1.2 Tris buffer solution

Transfer 6.055 g of Tris (hydroxymethyl)aminomethane and 0.147 g of calcium chloride to a 1000-mL volumetric flask containing 950 mL of water, and mix. Adjust the solution with 1 N hydrochloric acid to a pH of 8.0. Dilute with water to volume.

1.3 Diluted pectate lyase

Transfer 0.5 mL of Pectate Lyase to a 50-mL volumetric flask, dilute with Tris buffer solution to volume, and mix.

1.4 Procedure

Add the solutions set forth in the table below to quartz cuvettes.

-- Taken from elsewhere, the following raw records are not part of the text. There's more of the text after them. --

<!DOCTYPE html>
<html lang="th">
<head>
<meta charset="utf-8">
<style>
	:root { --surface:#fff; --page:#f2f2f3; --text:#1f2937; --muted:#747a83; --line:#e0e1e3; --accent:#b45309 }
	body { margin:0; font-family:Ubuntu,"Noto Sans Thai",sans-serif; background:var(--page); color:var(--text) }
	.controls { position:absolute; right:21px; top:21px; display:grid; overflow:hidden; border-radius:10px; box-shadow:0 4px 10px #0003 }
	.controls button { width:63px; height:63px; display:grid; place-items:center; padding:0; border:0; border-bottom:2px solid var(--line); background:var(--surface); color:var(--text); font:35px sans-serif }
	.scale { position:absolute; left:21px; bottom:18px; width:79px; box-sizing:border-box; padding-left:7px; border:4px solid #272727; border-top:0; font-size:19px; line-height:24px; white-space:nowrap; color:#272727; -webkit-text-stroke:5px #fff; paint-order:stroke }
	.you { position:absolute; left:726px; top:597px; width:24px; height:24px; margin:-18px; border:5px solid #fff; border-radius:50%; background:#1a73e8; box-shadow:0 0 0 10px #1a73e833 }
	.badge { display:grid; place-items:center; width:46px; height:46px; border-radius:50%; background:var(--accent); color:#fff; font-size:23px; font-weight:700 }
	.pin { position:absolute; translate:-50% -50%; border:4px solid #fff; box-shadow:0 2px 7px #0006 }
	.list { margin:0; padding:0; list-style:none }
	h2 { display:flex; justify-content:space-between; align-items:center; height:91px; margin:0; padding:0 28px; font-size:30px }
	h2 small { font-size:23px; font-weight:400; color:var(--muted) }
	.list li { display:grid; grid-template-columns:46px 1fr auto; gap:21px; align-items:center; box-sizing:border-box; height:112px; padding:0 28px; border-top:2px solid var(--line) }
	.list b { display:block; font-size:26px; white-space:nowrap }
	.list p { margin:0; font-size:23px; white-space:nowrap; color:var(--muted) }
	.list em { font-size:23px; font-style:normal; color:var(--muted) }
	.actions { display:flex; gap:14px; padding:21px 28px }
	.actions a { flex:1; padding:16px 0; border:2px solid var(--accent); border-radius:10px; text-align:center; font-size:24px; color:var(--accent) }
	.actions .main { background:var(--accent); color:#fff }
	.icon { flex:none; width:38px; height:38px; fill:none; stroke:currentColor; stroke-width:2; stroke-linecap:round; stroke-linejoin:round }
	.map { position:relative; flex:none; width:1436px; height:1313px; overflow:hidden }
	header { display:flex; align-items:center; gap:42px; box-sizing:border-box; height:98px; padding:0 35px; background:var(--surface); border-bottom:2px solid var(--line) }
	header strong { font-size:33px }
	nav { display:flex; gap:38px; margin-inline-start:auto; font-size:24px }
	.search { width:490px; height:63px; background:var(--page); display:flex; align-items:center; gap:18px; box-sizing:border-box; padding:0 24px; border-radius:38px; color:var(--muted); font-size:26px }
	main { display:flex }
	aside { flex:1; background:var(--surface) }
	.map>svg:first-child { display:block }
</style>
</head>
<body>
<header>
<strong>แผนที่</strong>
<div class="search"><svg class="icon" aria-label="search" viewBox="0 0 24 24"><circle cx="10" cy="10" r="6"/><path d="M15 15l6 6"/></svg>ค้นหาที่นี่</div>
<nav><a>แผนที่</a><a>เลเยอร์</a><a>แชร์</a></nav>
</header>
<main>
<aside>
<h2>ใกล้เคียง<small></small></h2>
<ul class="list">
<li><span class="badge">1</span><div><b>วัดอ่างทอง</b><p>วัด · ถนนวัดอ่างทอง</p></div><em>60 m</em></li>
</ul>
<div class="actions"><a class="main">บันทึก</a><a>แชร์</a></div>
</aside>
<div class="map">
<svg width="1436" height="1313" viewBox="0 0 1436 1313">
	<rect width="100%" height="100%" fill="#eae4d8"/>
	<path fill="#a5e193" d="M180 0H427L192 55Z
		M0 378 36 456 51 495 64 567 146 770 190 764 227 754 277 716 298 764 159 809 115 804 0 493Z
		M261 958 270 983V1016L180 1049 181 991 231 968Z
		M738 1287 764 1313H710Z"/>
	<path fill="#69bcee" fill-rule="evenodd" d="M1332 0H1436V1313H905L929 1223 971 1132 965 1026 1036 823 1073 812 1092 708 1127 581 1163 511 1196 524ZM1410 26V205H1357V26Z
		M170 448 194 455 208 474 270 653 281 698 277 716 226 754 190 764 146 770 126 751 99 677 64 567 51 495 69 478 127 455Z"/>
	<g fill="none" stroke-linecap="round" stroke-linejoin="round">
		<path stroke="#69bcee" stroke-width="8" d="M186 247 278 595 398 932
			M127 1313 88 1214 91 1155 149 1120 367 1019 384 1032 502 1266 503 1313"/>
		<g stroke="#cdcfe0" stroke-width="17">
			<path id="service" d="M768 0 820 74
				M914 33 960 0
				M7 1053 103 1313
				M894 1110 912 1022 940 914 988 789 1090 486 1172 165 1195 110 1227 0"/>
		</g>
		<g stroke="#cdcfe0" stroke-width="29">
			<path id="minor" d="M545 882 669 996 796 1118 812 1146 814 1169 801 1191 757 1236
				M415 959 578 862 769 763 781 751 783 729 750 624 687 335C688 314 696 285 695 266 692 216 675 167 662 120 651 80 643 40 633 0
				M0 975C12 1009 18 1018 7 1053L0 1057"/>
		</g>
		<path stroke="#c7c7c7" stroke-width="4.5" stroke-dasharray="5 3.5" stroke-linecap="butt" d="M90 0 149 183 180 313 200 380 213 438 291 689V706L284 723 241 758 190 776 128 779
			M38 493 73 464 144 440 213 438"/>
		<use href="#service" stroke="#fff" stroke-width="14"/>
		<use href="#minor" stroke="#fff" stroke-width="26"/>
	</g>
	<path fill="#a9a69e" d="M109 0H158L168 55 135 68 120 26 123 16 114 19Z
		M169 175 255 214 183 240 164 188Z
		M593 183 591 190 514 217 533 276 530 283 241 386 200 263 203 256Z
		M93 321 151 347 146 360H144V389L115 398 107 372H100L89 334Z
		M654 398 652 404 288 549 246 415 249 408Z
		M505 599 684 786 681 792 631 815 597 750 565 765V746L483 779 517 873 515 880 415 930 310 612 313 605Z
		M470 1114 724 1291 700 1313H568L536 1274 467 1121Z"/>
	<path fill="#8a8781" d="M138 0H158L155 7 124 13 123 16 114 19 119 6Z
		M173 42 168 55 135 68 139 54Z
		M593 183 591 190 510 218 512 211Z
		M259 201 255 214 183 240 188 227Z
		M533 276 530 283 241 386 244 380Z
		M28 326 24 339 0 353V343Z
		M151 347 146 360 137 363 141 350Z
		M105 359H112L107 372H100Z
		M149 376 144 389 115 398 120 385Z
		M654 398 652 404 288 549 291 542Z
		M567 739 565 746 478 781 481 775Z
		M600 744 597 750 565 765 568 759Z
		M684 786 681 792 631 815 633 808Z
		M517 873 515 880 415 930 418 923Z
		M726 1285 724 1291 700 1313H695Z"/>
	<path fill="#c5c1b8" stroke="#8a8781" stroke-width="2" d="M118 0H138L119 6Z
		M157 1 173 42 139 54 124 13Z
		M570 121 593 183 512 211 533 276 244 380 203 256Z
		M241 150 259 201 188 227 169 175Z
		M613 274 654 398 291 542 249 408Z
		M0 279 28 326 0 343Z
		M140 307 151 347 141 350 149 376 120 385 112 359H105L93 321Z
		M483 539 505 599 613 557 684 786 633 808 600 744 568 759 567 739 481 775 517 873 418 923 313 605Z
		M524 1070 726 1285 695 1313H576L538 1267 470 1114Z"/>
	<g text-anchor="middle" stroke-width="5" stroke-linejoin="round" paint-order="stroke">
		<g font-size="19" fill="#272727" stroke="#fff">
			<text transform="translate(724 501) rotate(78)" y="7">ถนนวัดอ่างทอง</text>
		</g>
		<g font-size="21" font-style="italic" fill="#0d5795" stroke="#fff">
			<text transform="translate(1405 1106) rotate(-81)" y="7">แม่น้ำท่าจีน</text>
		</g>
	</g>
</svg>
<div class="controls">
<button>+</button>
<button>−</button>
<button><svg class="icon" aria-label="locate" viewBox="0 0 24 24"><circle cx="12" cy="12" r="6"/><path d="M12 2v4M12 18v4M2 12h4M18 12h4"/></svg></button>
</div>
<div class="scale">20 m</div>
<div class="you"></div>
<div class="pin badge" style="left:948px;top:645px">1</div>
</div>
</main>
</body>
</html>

Perform the test on the solutions so obtained, using a suitable UV-Vis spectrophotometer (see Ultraviolet-Visible Spectroscopy (857)) and using water as the blank. Mix the solutions well at time 0, and immediately measure the absorbances at 235 nm. Record the value for the Enzyme blank, A_0-EB for the Test blank, A_0-TB and for the Test solution, A_0-TS. After incubation at room temperature for 30 minutes, determine the absorbance again at 235 nm for the Enzyme blank, A_30-EB: for the Test blank, A_30-TB and for the Test solution, A3_0-TS. One unit is defined as the enzymatic activity that produces 1 µmol of unsaturated product from pectin per minute. Calculate the Pectate Lyase activity, in units per mL, using the following formula:

50(10³) [(A_30-TS-A_30-EB-A_30-TB)-(A_0-TS-A_0-EB-A_O-TB)]/30E₂₃₅L

in which 50 is the volume, in mL, of Diluted pectate lyase; 10³ is the unit conversion factor, 30 is the time, in minutes, of the reaction; E₂₃₅ is the molar extinction coefficient, in M^-1cm^-1, of the reaction product (4600 M^-1cm^-1); and L is the path length, in cm, of the reaction cuvette (1 cm). Alternatively, these solutions, after being mixed in the cuvettes, can be immediately measured at 235 nm continuously in a recording UV-Vis spectrophotometer set up for kinetic assays. The result is obtained by correcting the blank determination, using the Enzyme blank and the Test blank.